One of the reasons ClickHouse® can efficiently handle terabytes and petabytes of analytical data is its storage architecture. Beyond its column-oriented design, ClickHouse® provides a flexible compression framework that allows engineers to optimize storage, reduce I/O, and improve cache efficiency through compression codecs.

When applied correctly, codecs can significantly reduce storage requirements and improve overall system efficiency. However, compression is not a one-size-fits-all optimization. The effectiveness of a codec depends heavily on the characteristics of the underlying data. A codec that performs exceptionally well for time-series metrics may provide little benefit-or even introduce unnecessary CPU overhead-for random or highly variable data.

This article explains how compression works in ClickHouse, the available codec options, and practical guidelines for selecting codecs based on real-world data patterns.


How ClickHouse Stores Data

Unlike traditional row-oriented databases, ClickHouse stores data by column.

Consider the following dataset:

user_idcountryevent_typerevenue
1USclick10
2USview0
3USclick20

Instead of storing complete rows together, ClickHouse stores each column independently:

user_id    -> [1,2,3]
country    -> [US,US,US]
event_type -> [click,view,click]
revenue    -> [10,0,20]

This storage model naturally improves compression because similar values are physically grouped together.

For example:

US
US
US
US
US

compresses far more efficiently than mixed row data:

US
click
10
UK
view
5

Because analytical workloads often scan only a subset of columns, this design also reduces disk I/O and improves query performance.


Compression Pipeline in ClickHouse

Compression typically occurs in two stages:

  1. Encoding Codec
  2. Compression Algorithm

The process can be visualized as:

Original Data


Encoding Codec


Transformed Data


Compression Algorithm


Stored Data

Encoding codecs transform values into a representation that is easier for compression algorithms to compress efficiently.

For example, a monotonically increasing sequence:

1000
1001
1002
1003
1004

can be transformed into:

1000
1
1
1
1

which is substantially more compressible.

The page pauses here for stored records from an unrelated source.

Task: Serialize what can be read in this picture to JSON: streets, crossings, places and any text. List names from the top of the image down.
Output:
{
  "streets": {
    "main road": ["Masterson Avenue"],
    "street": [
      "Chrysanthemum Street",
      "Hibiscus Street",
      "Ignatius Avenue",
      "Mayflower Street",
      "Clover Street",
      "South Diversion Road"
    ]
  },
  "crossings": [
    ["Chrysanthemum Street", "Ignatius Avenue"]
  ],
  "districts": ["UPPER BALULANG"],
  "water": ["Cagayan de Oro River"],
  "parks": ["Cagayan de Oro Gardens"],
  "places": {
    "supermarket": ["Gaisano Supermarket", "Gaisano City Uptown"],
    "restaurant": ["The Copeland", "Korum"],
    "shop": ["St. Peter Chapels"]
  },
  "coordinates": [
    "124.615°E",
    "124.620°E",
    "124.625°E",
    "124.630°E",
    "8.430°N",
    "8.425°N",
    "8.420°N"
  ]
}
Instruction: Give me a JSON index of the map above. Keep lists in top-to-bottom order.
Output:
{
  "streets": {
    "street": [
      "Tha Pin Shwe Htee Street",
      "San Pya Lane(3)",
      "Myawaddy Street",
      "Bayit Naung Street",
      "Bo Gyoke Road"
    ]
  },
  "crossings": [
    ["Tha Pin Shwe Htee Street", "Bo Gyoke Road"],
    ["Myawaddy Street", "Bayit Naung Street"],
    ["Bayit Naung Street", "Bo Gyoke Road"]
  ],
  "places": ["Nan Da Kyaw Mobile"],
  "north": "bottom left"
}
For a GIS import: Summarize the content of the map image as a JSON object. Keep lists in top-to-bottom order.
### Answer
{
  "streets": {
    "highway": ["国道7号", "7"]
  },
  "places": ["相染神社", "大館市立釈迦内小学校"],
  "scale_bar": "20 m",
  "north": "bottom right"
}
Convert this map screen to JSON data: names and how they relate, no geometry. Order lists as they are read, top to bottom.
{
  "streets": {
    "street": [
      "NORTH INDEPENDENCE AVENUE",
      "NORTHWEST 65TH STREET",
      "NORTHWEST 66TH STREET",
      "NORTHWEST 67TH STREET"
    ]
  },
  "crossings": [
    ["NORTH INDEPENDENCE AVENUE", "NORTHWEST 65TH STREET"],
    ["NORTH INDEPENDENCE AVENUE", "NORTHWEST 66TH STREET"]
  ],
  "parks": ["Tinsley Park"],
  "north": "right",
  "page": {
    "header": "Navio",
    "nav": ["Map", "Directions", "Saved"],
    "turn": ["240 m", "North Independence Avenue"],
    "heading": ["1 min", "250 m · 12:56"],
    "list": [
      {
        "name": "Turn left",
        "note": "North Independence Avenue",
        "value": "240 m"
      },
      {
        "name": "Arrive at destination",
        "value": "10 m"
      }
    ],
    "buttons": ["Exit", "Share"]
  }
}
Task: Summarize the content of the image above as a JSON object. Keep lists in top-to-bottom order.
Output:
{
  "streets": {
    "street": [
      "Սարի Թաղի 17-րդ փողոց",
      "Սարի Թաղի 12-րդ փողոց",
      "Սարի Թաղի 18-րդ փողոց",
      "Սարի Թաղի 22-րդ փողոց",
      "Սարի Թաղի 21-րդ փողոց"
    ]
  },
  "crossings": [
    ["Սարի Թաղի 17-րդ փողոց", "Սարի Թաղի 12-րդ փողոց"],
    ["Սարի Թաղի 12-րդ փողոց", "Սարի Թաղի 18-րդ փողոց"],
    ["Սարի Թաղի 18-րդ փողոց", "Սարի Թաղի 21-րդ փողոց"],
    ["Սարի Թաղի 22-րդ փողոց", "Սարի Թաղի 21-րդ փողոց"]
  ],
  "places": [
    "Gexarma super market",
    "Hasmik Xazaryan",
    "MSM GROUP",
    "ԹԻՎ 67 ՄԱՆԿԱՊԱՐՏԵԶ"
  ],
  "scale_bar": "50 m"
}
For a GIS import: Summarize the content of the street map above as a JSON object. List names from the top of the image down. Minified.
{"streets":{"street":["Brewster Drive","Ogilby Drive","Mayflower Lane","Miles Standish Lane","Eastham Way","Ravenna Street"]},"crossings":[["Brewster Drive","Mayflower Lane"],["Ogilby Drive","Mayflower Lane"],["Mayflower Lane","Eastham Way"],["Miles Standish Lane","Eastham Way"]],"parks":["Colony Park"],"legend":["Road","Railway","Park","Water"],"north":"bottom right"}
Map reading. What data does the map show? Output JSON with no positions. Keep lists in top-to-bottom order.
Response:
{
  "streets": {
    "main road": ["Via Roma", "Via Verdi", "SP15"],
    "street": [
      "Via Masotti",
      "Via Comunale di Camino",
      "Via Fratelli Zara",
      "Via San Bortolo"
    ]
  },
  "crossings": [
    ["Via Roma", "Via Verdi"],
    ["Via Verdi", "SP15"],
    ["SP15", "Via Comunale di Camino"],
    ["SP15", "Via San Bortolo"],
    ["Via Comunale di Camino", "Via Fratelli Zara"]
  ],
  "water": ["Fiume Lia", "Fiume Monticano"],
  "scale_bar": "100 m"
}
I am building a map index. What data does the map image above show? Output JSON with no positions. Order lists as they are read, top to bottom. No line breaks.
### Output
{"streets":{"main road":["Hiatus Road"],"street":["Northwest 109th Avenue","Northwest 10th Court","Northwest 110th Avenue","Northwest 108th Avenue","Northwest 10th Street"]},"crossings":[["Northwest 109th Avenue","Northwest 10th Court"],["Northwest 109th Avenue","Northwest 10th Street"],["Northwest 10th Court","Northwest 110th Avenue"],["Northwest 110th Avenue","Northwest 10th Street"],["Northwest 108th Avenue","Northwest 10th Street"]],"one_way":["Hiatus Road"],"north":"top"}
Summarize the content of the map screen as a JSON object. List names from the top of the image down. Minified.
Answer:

Default Compression Behavior

If no codec is explicitly specified, ClickHouse uses the compression configuration defined for the server and storage engine.

Historically, LZ4 has been the default compression algorithm in many ClickHouse deployments because of its excellent speed characteristics. However, many modern production environments increasingly favor ZSTD due to its superior compression ratio.

For most workloads, the default configuration provides a reasonable starting point. Codec optimization should generally be considered after observing storage patterns in production.

Example:

In this case ClickHouse® automatically applies its default compression strategy.

CREATE TABLE events
(
    user_id UInt64,
    event_time DateTime,
    event_type String
)
ENGINE = MergeTree
ORDER BY event_time;

Understanding Compression Codecs

Compression codecs are most effective when they match the distribution and ordering of the data.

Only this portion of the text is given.